In IBAHCM/RPiR: Reproducible Programming in R

library(learnr)
tutorial_options(exercise.reveal_solution = FALSE)
gradethis::gradethis_setup()

knitr::opts_chunk$set(error = TRUE)
set.seed(123)

Overview

In this series of practicals you will develop the code to calculate a few diversity measures. In this first exercise we will calculate the species richness and Simpson index of a population.

Background

R provides us with many built-in datasets, but sadly none of them are counts of species abundances, so you will use the famous Barro Colorado Island dataset, a 30+ year study of a 50-hectare forest plot in Panama. We will use the number of trees in the study site in 2010, which you have access to from the package you developed in Practical Series 4.

You will also construct a couple of fake datasets that you will use for comparison. Calculating the diversity of these populations (remembering that there are many, in fact a continuum of, diversity measures) will tell us how many observed species there are -- the species richness -- and give us measures of how evenly distributed the trees are amongst the tree species (the evenness of the species distribution) by various measures. Species richness is a very commonly used measure of diversity, which simply counts the number of non-zero species abundances; Simpson index is also commonly used: it simply calculates the species proportions from the counts (so the total sums to 1), squares them all individually, and add them all together -- it tells us (amongst other things) how likely two randomly chosen individuals are to be from the same species.

Tasks

This project will be written in the githubusernameDiversity package that you set up in the last exercise, with functions being saved in the R folder and documented so that they work with the standard R help system, and scripts being saved as demos in the demo folder so that they can be run using the demo() function or compiled into reports to read the results with suitable reporting explaining what is happening. In each project exercise you will have to write some functions and (most likely) one script. So now create a demo script for this project and add an entry for it in the 00Index file in the same folder.

The study populations

We are taking the data from the 2010 census -- the true abundances for the whole site can be calculated as follows:

library(githubusernameBCI) 
tree.pop <- rowSums(bci_2010)

Note that if you don't want to use your own BCI package, you can use ours instead. It's available as soniamitchellBCI in the SBOHVM organisation on GitHub just like yours. Either way you should install the package you are using by running devtools::install_github(), and then add it to your githubusernameDiversity package dependencies by running usethis::use_dev_package() appropriately.
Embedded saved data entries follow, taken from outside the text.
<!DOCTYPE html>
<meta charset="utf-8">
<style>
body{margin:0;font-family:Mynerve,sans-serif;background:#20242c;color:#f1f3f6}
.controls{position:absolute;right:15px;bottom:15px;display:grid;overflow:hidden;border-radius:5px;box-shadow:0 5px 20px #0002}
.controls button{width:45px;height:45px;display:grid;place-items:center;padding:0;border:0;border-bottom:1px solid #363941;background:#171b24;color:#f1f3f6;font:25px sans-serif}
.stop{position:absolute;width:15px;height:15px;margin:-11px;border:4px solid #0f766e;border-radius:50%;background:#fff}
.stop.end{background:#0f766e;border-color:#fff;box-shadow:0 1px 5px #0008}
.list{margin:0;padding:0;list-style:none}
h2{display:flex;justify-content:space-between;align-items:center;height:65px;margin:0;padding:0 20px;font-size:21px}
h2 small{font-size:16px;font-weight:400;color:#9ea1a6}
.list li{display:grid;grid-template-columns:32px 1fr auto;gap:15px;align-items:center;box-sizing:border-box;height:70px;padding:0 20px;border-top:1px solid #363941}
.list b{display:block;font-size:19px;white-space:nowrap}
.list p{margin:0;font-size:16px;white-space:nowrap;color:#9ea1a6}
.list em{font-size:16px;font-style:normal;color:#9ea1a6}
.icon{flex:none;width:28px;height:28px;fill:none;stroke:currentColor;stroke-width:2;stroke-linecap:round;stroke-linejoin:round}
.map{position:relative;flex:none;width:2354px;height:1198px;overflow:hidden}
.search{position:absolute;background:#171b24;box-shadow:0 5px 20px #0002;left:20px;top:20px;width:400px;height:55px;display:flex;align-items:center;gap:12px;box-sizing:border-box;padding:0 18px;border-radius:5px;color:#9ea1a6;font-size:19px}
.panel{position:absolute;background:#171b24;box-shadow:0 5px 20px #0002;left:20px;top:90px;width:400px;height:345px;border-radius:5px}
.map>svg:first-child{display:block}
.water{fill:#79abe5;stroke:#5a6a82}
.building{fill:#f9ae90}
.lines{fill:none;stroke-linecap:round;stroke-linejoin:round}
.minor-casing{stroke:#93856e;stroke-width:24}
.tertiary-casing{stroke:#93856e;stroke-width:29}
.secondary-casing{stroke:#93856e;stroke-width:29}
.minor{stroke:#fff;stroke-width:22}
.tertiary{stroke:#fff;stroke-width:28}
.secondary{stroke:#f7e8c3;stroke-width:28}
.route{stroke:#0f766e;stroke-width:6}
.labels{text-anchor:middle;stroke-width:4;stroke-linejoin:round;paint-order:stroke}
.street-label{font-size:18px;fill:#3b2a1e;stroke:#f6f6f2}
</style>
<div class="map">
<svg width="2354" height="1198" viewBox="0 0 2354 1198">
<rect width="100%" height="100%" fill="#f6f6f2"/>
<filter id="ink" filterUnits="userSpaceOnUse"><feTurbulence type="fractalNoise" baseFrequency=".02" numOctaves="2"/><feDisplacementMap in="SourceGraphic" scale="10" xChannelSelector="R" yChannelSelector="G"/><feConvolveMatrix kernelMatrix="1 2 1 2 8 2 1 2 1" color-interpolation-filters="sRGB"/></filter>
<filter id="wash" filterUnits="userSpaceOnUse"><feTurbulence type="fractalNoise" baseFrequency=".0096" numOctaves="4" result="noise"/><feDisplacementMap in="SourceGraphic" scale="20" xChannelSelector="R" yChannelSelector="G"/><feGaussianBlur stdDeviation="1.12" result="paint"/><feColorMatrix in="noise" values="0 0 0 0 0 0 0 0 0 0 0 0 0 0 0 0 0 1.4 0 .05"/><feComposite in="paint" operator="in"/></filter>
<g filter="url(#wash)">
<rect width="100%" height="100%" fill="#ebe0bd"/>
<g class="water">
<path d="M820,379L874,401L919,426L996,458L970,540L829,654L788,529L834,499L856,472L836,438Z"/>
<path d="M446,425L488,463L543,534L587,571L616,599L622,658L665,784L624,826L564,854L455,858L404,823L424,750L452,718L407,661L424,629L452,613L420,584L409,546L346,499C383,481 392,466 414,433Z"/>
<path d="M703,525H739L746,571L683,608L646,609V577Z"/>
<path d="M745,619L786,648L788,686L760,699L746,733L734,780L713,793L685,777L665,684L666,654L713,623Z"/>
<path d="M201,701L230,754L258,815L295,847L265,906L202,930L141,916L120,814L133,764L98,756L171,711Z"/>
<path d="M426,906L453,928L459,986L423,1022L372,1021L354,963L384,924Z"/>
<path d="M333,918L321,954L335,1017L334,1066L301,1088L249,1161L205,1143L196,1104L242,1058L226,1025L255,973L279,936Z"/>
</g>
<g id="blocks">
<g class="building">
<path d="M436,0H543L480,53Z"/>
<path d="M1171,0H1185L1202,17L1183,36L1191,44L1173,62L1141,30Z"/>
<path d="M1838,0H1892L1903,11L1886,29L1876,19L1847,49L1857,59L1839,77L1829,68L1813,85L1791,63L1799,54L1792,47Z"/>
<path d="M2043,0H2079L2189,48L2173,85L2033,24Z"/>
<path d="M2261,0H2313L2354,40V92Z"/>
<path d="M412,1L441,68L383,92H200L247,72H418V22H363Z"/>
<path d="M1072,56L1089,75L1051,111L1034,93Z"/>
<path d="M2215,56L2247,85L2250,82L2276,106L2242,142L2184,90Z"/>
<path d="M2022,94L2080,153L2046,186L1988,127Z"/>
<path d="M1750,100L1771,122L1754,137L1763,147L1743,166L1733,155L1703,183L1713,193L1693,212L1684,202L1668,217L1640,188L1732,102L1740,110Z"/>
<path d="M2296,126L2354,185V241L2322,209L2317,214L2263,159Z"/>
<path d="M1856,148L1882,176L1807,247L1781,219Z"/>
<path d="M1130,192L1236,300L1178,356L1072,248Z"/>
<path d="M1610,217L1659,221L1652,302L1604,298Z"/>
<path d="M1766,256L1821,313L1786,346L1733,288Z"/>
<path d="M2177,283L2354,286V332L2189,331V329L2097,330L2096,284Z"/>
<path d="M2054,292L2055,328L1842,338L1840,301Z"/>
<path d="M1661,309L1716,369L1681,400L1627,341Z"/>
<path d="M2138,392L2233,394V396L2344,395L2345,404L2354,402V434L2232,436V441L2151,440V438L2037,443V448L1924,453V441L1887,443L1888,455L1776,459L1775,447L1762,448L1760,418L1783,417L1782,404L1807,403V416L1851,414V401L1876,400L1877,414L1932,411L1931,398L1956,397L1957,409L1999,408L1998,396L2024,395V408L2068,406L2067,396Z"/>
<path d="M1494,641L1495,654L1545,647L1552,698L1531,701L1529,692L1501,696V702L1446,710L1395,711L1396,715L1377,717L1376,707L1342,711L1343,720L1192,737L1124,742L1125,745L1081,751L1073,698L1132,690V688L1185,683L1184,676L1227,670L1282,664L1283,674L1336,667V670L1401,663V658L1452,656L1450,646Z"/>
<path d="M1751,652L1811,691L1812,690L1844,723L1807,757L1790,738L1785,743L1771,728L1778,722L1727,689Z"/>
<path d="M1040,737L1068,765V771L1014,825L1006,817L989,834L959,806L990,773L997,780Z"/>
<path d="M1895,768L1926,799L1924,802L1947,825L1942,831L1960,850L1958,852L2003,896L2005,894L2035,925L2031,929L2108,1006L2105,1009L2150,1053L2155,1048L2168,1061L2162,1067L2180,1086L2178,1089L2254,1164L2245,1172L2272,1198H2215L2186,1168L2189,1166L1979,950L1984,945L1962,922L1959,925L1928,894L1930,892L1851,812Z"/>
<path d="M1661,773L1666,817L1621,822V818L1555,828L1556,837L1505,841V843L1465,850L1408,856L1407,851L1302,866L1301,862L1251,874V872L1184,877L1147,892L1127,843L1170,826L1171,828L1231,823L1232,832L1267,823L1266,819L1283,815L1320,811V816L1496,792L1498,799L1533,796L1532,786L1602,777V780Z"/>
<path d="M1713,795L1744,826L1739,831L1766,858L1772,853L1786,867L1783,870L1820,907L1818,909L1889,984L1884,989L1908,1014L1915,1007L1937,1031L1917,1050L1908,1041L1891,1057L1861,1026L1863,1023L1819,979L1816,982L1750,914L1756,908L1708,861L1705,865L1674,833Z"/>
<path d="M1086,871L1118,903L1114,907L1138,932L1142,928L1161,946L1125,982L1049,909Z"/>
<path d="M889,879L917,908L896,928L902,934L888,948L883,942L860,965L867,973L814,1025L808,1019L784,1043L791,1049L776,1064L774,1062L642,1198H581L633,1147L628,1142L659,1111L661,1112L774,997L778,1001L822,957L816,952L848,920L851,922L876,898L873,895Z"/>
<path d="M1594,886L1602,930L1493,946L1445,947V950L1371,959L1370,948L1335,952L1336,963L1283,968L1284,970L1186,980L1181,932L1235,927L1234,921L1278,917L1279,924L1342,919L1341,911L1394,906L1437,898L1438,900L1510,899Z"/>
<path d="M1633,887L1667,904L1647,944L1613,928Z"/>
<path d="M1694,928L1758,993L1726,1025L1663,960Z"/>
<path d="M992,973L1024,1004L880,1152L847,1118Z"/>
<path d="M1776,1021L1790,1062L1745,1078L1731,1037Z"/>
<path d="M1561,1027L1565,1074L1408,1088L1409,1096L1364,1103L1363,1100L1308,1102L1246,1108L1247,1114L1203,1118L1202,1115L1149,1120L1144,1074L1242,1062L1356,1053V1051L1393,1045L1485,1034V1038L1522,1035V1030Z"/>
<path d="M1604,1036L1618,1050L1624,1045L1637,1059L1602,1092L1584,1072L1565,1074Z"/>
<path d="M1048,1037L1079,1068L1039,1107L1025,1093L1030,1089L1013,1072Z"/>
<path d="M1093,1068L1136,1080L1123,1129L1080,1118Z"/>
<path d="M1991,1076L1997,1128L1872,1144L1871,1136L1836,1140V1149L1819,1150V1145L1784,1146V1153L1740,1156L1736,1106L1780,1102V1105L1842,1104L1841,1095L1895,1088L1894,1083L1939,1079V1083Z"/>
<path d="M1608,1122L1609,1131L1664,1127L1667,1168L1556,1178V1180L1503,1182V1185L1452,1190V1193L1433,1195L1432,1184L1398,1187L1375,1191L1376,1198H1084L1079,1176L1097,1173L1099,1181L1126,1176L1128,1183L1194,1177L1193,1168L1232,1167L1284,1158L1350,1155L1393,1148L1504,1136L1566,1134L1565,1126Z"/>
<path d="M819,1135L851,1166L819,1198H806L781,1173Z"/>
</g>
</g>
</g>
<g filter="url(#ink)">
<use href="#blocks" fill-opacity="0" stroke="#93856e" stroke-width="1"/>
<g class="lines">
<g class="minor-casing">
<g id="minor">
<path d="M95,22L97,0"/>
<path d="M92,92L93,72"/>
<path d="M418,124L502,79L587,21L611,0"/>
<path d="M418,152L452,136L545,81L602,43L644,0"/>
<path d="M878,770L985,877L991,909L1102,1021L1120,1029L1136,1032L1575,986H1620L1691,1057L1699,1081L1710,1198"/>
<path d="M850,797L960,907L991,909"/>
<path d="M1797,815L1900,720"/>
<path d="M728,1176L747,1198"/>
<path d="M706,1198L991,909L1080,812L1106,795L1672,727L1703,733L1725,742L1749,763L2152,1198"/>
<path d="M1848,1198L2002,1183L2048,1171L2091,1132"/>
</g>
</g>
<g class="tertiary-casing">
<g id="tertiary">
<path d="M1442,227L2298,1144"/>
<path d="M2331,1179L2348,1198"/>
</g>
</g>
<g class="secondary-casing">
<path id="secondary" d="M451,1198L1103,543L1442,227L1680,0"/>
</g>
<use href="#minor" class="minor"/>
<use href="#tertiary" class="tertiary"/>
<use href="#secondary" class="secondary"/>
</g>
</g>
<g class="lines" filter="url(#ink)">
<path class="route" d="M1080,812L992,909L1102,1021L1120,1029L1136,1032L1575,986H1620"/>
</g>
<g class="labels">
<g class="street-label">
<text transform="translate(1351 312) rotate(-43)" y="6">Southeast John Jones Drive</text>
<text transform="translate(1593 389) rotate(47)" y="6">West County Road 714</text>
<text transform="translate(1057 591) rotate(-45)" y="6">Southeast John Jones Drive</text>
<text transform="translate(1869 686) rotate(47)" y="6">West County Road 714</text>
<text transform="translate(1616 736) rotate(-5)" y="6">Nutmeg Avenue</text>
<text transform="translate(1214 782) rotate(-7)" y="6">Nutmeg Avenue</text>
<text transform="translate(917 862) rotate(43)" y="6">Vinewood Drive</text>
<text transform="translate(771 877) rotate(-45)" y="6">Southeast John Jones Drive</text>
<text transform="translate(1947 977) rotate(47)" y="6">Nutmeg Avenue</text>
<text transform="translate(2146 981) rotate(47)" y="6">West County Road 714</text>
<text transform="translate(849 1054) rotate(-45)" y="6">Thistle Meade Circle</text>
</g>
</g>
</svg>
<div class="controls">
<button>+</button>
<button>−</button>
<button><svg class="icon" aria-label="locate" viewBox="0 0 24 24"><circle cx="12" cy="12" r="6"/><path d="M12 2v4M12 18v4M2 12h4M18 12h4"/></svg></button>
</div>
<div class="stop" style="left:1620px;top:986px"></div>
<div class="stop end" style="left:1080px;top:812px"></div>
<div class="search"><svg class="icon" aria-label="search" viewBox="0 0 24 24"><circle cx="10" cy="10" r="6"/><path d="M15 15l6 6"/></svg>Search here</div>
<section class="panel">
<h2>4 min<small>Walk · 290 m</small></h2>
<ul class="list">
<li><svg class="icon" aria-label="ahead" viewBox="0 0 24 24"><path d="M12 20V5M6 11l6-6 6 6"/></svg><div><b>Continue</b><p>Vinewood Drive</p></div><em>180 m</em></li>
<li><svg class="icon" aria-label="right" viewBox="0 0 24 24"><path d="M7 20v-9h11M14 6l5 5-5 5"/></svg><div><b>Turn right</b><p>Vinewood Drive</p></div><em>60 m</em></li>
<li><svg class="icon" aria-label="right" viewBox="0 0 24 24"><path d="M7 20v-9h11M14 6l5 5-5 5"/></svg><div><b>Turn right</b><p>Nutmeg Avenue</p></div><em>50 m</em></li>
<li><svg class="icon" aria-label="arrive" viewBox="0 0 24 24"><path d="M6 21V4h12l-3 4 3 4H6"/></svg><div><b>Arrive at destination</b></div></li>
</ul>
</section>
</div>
The total counts of trees of different species in this forest plot are now available in the variable tree.pop. We can then do some simple extraction of information from the full species counts:

species.names <- names(tree.pop) 
num.sp <- length(tree.pop) 
num.trees <- sum(tree.pop) 
mean.trees <- mean(tree.pop)

The next two lines sample a single random quadrat and sum up 10 random quadrats, and store the results in quadrat.pop and quadrat10.pop, respectively:

quadrat.pop <- rowSums(sample_by_subcommunities(bci_2010, 1)) 
quadrat10.pop <- rowSums(sample_by_subcommunities(bci_2010, 10))

You will also use a handful of fake datasets for comparison:

one.pop <- c(num.trees, rep(0, num.sp - 1)) 
uneven.pop <- c(num.trees / 2, rep(0, num.sp - 1)) + rep(mean.trees / 2, num.sp) 
mixed.pop <- (1:num.sp) / sum(1:num.sp) * num.trees
even.pop <- rep(mean.trees, num.sp)
rand.pop <- as.vector(rmultinom(1, num.trees, rep(1 / num.sp, num.sp)))
rand50.pop <- as.vector(rmultinom(1, round(num.trees / 50), rep(1 / num.sp, num.sp)))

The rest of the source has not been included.